The data
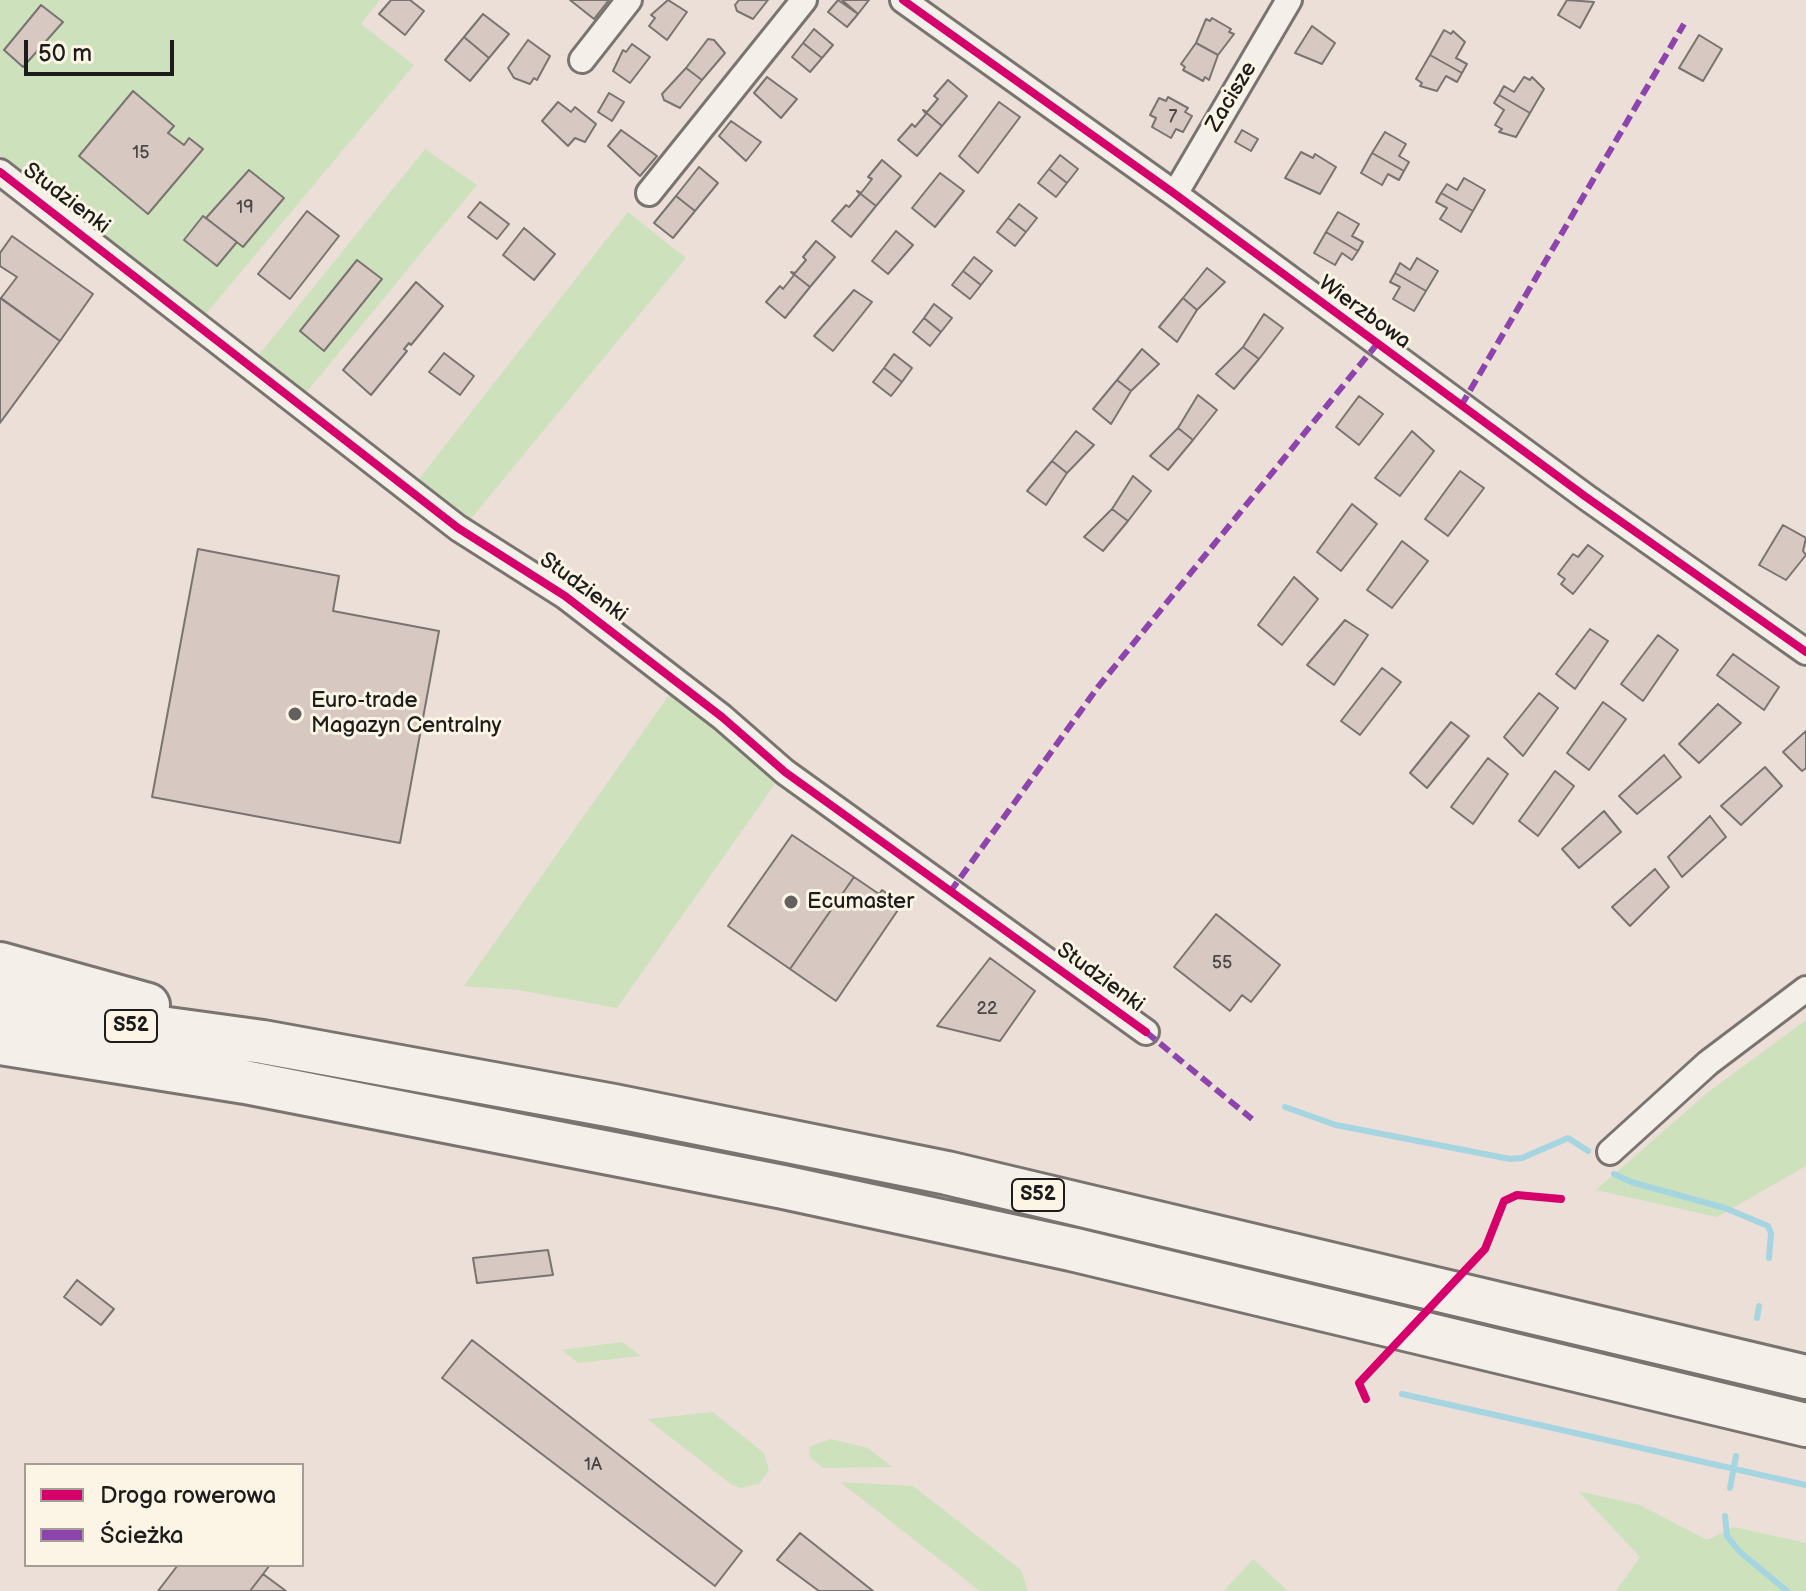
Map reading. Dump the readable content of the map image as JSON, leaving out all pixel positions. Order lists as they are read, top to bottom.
{
  "streets": {
    "highway": ["S52"],
    "street": ["Zacisze", "Studzienki", "Wierzbowa"]
  },
  "crossings": [
    ["Zacisze", "Wierzbowa"]
  ],
  "places": ["Euro-trade Magazyn Centralny", "Ecumaster"],
  "house_numbers": [
    "7",
    "15",
    "19",
    "55",
    "22",
    "1A"
  ],
  "legend": ["Droga rowerowa", "Ścieżka"],
  "scale_bar": "50 m"
}
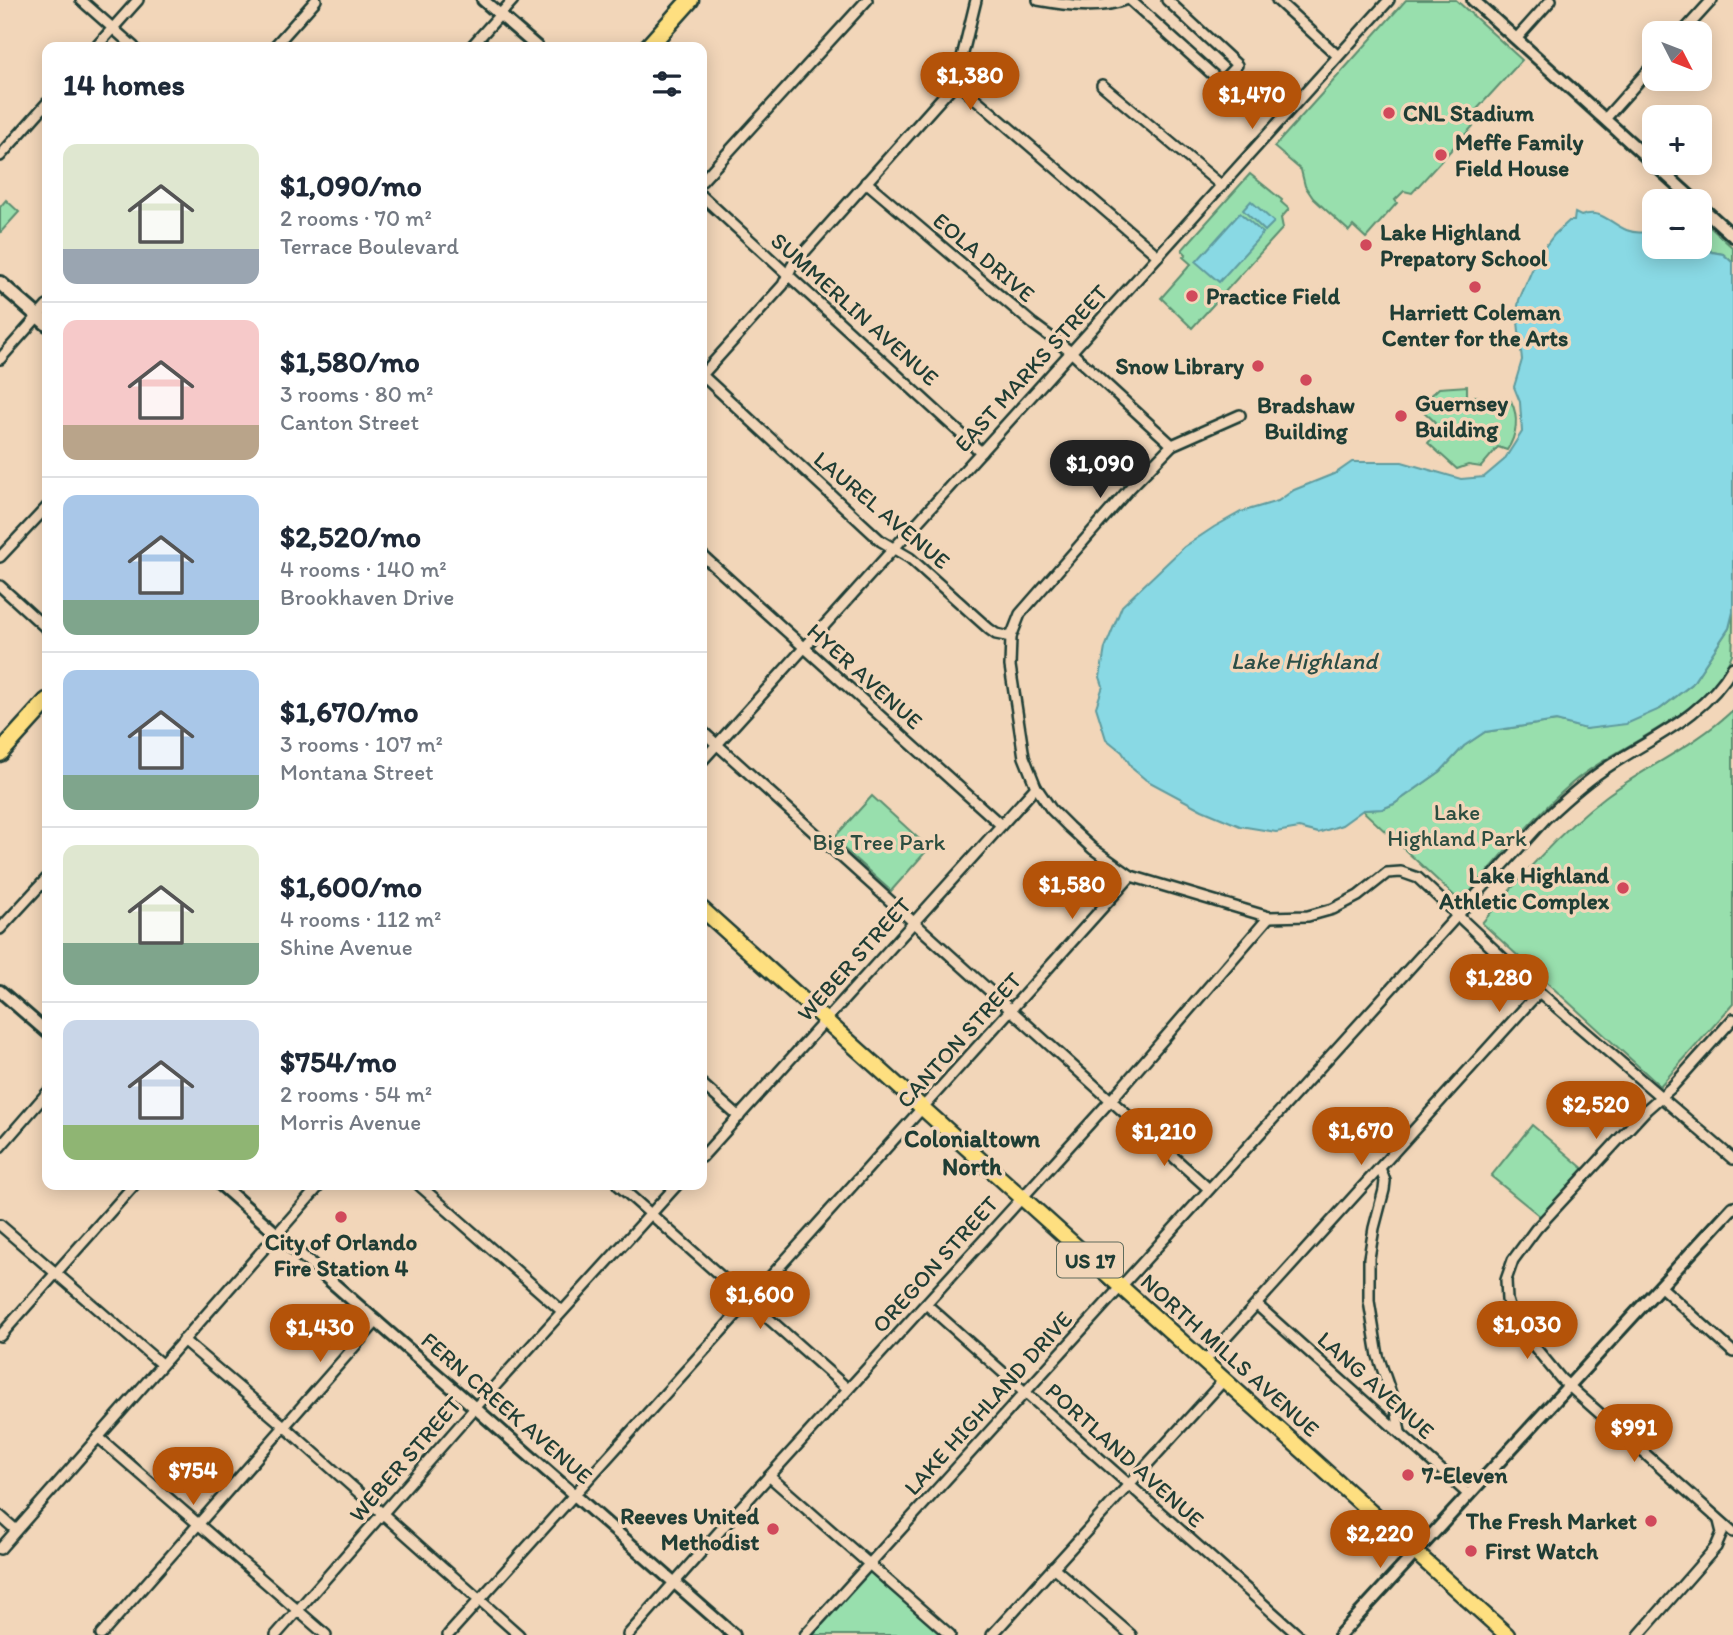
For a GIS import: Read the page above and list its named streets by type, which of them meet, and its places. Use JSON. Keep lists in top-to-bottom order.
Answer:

Task directions
Repeat the material exactly. Skip the images.

Task solution
Map reading. Dump the readable content of the map image as JSON, leaving out all pixel positions. Order lists as they are read, top to bottom.
{
  "streets": {
    "highway": ["S52"],
    "street": ["Zacisze", "Studzienki", "Wierzbowa"]
  },
  "crossings": [
    ["Zacisze", "Wierzbowa"]
  ],
  "places": ["Euro-trade Magazyn Centralny", "Ecumaster"],
  "house_numbers": [
    "7",
    "15",
    "19",
    "55",
    "22",
    "1A"
  ],
  "legend": ["Droga rowerowa", "Ścieżka"],
  "scale_bar": "50 m"
}
For a GIS import: Read the page above and list its named streets by type, which of them meet, and its places. Use JSON. Keep lists in top-to-bottom order.
Answer:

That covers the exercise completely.